Hillsong's Brian Houston on Australia Same-Sex Marriage Vote: 'God's Word is Clear that Marriage is Between a Man and a Woman'

posted by Administrator on Tue, 05 Sep, 2017. Comments: • Views: 72 Hillsong Church founder Brian Houston reiterated the belief that 敵od痴 word is clear that marriage is between a man and a woman. Brian Houston

Hillsong Church Senior Pastor Brian Houston has urged Christians to participate in Australia's upcoming same-sex marriage vote and issued a reminder that "God's word is clear that marriage is between a man and a woman."

In a press release, Houston reminded Australians that in less than a month, citizens will receive the ballot papers "which gives us all the ability to cast a vote on the issue of same sex marriage."

"Whatever your view on this issue, it is undeniably one that is important to the fabric of our social structure. Changing the definition of marriage has wide-reaching ramifications and should not be taken lightly by any society," the pastor wrote.

"All Australians should be a part of this process, not just a select few," he added. "I believe God's word is clear that marriage is between a man and a woman. The writings of the apostle Paul in Scripture on the subject of homosexuality are also clear, as I have mentioned in previous public statements."

Brian and Bobbie Houston founded Hillsong Church in 1983. Since then, church has developed an ever-expanding footprint that circle the globe, with three U.S. sites - in and around New York City, Los Angeles and most recently in Phoenix, Arizona. Hillsong's reach extends across 14 countries and five continents, and it boasts an average weekly attendance worldwide near 100,000,according to its website.

Houston pointed out that Hillsong Church "already functions well and without impediment in other parts of the world where same sex marriage is legal." Thus, "as long as we are not forced through legislation to compromise our biblical convictions, we can quite comfortably continue to function whatever the outcome of this plebiscite."

"However it must be emphasizedthat for Christians to obtain an outcome consistent with their beliefs, they must vote," he concluded. "I believe that many Australians who are often referred to as the 'silent majority' feel strongly on this subject but allow louder and often more aggressive voices to control the public dialogue. This plebiscite provides us all with an equal voice and we should not waste this opportunity."

The voluntary postal vote, approved this month after the Senate rejected opening the polls for a mandatory, in-person vote, will take place between between September 23 and October 27. The results are due to be announced on November 15.

The postal survey - a $122 million endeavor - will only ask a single question - "Do you support a change in the law to allow same-sex couples to marry?" - and that question can only be answered with a "Yes" or a "No".

A number of recent polls, including one this month, have indicated a majority of Australians support changing the law.

However, some, like former Australian Prime Minister Tony Abbott, has urged citizens to vote "No" to protect free speech, religious freedom and "stop political correctness in its tracks".

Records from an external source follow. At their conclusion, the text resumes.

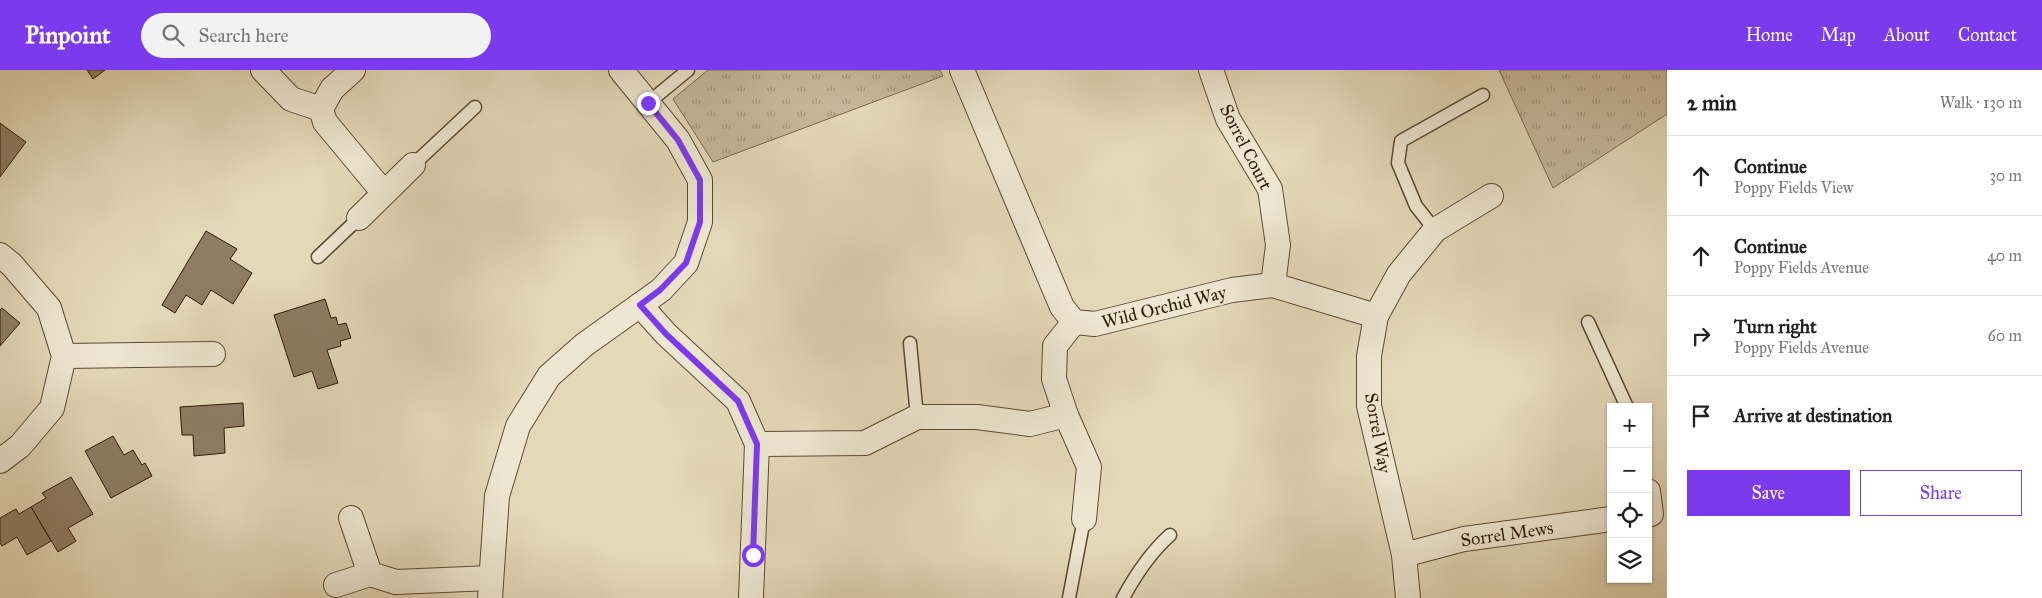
<!DOCTYPE html>
<html lang="en">
<head>
<meta charset="utf-8">
<style>
  :root { --surface:#fff; --page:#f2f2f2; --text:#222; --muted:#767676; --line:#e0e0e0; --accent:#7c3aed }
  body { margin:0; font-family:"IM FELL Great Primer",serif; background:var(--page); color:var(--text) }
  .controls { position:absolute; right:15px; bottom:15px; display:grid; overflow:hidden; border-radius:0px; box-shadow:0 1px 4px #0004 }
  .controls button { width:45px; height:45px; display:grid; place-items:center; padding:0; border:0; border-bottom:1px solid var(--line); background:var(--surface); color:var(--text); font:25px sans-serif }
  .stop { position:absolute; width:15px; height:15px; margin:-11px; border:4px solid #7c3aed; border-radius:50%; background:#fff }
  .stop.end { background:#7c3aed; border-color:#fff; box-shadow:0 1px 5px #0008 }
  .list { margin:0; padding:0; list-style:none }
  h2 { display:flex; justify-content:space-between; align-items:center; height:65px; margin:0; padding:0 20px; font-size:21px }
  h2 small { font-size:16px; font-weight:400; color:var(--muted) }
  .list li { display:grid; grid-template-columns:32px 1fr auto; gap:15px; align-items:center; box-sizing:border-box; height:80px; padding:0 20px; border-top:1px solid var(--line) }
  .list b { display:block; font-size:19px; white-space:nowrap }
  .list p { margin:0; font-size:16px; white-space:nowrap; color:var(--muted) }
  .list em { font-size:16px; font-style:normal; color:var(--muted) }
  .actions { display:flex; gap:10px; padding:15px 20px }
  .actions a { flex:1; padding:11px 0; border:1px solid var(--accent); border-radius:0px; text-align:center; font-size:18px; color:var(--accent) }
  .actions .main { background:var(--accent); color:#fff }
  .icon { flex:none; width:28px; height:28px; fill:none; stroke:currentColor; stroke-width:2; stroke-linecap:round; stroke-linejoin:round }
  .map { position:relative; flex:none; width:1667px; height:528px; overflow:hidden }
  header { display:flex; align-items:center; gap:30px; box-sizing:border-box; height:70px; padding:0 25px; background:var(--accent); color:#fff }
  header strong { font-size:24px }
  nav { display:flex; gap:28px; margin-inline-start:auto; font-size:18px }
  .search { width:350px; height:45px; background:var(--page); display:flex; align-items:center; gap:12px; box-sizing:border-box; padding:0 18px; border-radius:28px; color:var(--muted); font-size:19px }
  main { display:flex }
  aside { flex:1; background:var(--surface) }
  .map>svg:first-child { display:block }
  .grass { fill:url(#grass-tufts); stroke:#7a6950 }
  .building { fill:#8d7d63; stroke:#301a07 }
  .lines { fill:none; stroke-linecap:round; stroke-linejoin:round }
  .service-casing { stroke:#5d4a33; stroke-width:15 }
  .minor-casing { stroke:#5d4a33; stroke-width:26 }
  .service { stroke:#ede6d1; stroke-width:12 }
  .minor { stroke:#ede6d1; stroke-width:24 }
  .route { stroke:#7c3aed; stroke-width:6 }
  .labels { text-anchor:middle; stroke-width:4; stroke-linejoin:round; paint-order:stroke }
  .street-label { font-size:18px; fill:#301a07; stroke:#ede6d1 }
</style>
</head>
<body>
<header>
<strong>Pinpoint</strong>
<div class="search"><svg class="icon" aria-label="search" viewBox="0 0 24 24"><circle cx="10" cy="10" r="6"/><path d="M15 15l6 6"/></svg>Search here</div>
<nav><a>Home</a><a>Map</a><a>About</a><a>Contact</a></nav>
</header>
<main>
<div class="map">
<svg width="1667" height="528" viewBox="0 0 1667 528">
  <defs>
    <pattern id="grass-tufts" width="24" height="20" patternUnits="userSpaceOnUse" patternTransform="scale(1.25)"><rect width="24" height="20" fill="#c5b89a"/><path d="M3 7l-1-3M5 7V3M7 7l1-3M15 17l-1-3M17 17v-4M19 17l1-3" fill="none" stroke="#a0957c"/></pattern>
  </defs>
  <rect width="100%" height="100%" fill="#e3d8b8"/>
  <filter id="stains"><feTurbulence type="fractalNoise" baseFrequency=".004" numOctaves="4"/><feColorMatrix values="0 0 0 0 .2 0 0 0 0 .09 0 0 0 0 .02 0 0 0 .5 -.17"/></filter>
  <radialGradient id="worn" r=".72"><stop offset=".6" stop-color="#630" stop-opacity="0"/><stop offset="1" stop-color="#630" stop-opacity=".3"/></radialGradient>
  <g class="grass">
    <path d="M708 0H940L943 6 713 92 673 29Z"/>
    <path d="M1499 0H1667V44L1553 118Z"/>
  </g>
  <g class="building">
    <path d="M87 0H105L93 9Z"/>
    <path d="M0 53 26 72 0 107Z"/>
    <path d="M206 161 237 179 230 189 252 203 233 234 211 220 202 235 186 225 175 243 162 235Z"/>
    <path d="M325 229 331 248 336 247 338 255 346 253 351 268 340 271 341 276 327 280 338 313 318 319 312 301 294 307 274 245Z"/>
    <path d="M2 238 20 253 0 276V240Z"/>
    <path d="M243 333 244 356 224 358 225 383 194 386 193 365H182L180 337Z"/>
    <path d="M113 366 124 385 133 380 142 395 145 393 152 406 111 428 85 381Z"/>
    <path d="M71 407 93 444 68 458 76 471 58 482 31 437 46 428 42 423Z"/>
    <path d="M31 437 51 471 27 485 17 467 2 476 0 473V448L16 439 19 444Z"/>
  </g>
  <g class="lines">
    <defs>
      <g id="service">
        <path d="M648 33 688 0"/>
        <path d="M413 95 475 37"/>
        <path d="M1435 160 1416 136 1398 93 1401 71 1483 25"/>
        <path d="M318 187 359 148"/>
        <path d="M1588 252 1627 337"/>
        <path d="M910 273 917 347"/>
        <path d="M1069 528 1084 449"/>
        <path d="M1123 528C1136 504 1150 483 1170 465"/>
      </g>
      <g id="minor">
        <path d="M263 0 291 29 321 39"/>
        <path d="M353 0 332 19 321 39 325 52 384 123"/>
        <path d="M621 0 678 70 700 110V152L686 193 661 220 640 235"/>
        <path d="M962 0 1062 237 1074 252 1095 254 1232 220 1273 215 1376 246"/>
        <path d="M1211 0 1228 49 1270 119 1278 175 1273 215"/>
        <path d="M359 148 413 95"/>
        <path d="M0 185 12 195 49 238 64 286 52 338 20 376 0 391"/>
        <path d="M1074 252 1055 276 1054 309 1066 345 1089 397 1084 449"/>
        <path d="M64 286 213 284"/>
        <path d="M757 374 865 373 917 347H977L1030 354 1066 345"/>
        <path d="M1648 421 1651 444H1648"/>
        <path d="M351 448 370 504 396 512 491 508"/>
        <path d="M1404 485 1464 469 1611 449"/>
        <path d="M336 515 370 504"/>
        <path d="M490 528 497 426 518 356 549 306 584 275 640 235 666 264 738 331 757 374 751 528"/>
        <path d="M1408 528 1404 485 1369 336V286L1376 246 1399 204 1435 160 1491 126"/>
      </g>
    </defs>
    <use href="#service" class="service-casing"/>
    <use href="#minor" class="minor-casing"/>
    <use href="#service" class="service"/>
    <use href="#minor" class="minor"/>
  </g>
  <g class="lines">
    <path class="route" d="M648 33 678 70 700 110V152L686 193 660 220 640 235 666 264 738 331 757 374 753 485"/>
  </g>
  <g class="labels">
    <g class="street-label">
      <text transform="translate(1246 77) rotate(63)" y="6">Sorrel Court</text>
      <text transform="translate(1164 237) rotate(-14)" y="6">Wild Orchid Way</text>
      <text transform="translate(1378 363) rotate(80)" y="6">Sorrel Way</text>
      <text transform="translate(1507 464) rotate(-8)" y="6">Sorrel Mews</text>
    </g>
  </g>
  <rect width="100%" height="100%" filter="url(#stains)"/>
  <rect width="100%" height="100%" fill="url(#worn)"/>
</svg>
<div class="controls">
<button>+</button>
<button>−</button>
<button><svg class="icon" aria-label="locate" viewBox="0 0 24 24"><circle cx="12" cy="12" r="6"/><path d="M12 2v4M12 18v4M2 12h4M18 12h4"/></svg></button>
<button><svg class="icon" aria-label="layers" viewBox="0 0 24 24"><path d="M12 4l9 5-9 5-9-5zM3 14l9 5 9-5"/></svg></button>
</div>
<div class="stop" style="left:753px;top:485px"></div>
<div class="stop end" style="left:648px;top:33px"></div>
</div>
<aside>
<h2>2 min<small>Walk · 130 m</small></h2>
<ul class="list">
<li><svg class="icon" aria-label="ahead" viewBox="0 0 24 24"><path d="M12 20V5M6 11l6-6 6 6"/></svg><div><b>Continue</b><p>Poppy Fields View</p></div><em>30 m</em></li>
<li><svg class="icon" aria-label="ahead" viewBox="0 0 24 24"><path d="M12 20V5M6 11l6-6 6 6"/></svg><div><b>Continue</b><p>Poppy Fields Avenue</p></div><em>40 m</em></li>
<li><svg class="icon" aria-label="right" viewBox="0 0 24 24"><path d="M7 20v-9h11M14 6l5 5-5 5"/></svg><div><b>Turn right</b><p>Poppy Fields Avenue</p></div><em>60 m</em></li>
<li><svg class="icon" aria-label="arrive" viewBox="0 0 24 24"><path d="M6 21V4h12l-3 4 3 4H6"/></svg><div><b>Arrive at destination</b></div></li>
</ul>
<div class="actions"><a class="main">Save</a><a>Share</a></div>
</aside>
</main>
</body>
</html>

He wrote: "For me, voting no will not be a criticism of gay friends and family members; it won't be an assertion that there's only one right way to live your life or to express your love. Rather, it will be an affirmation that the things that matter should not lightly be changed and that marriage is different from other relationships."

Abbott added, "Ask yourself what is the most decent and respectful thing to do: is it to endorse this change that the gay lobby is stridently insisting on or is it to question whether a few years' agitation should unmake a concept of marriage that has stood for many centuries and has always been regarded as the rock on which society is built?"

Similarly, Dr. Pansy Lai, leader of the Australian Chinese for Families Association, which opposes same-sex marriage, said that many Chinese were worried about the outcome of the vote.

"Many in the Australian Chinese community are extremely concerned about the potential impact same-sex marriage will have on parents' rights and freedom of speech," Ms. Lai said, according to the New York Times.

"It is a shame that everyday moms and dads are being called bigots and haters simply for their genuine belief that marriage is between a man and a woman," she said.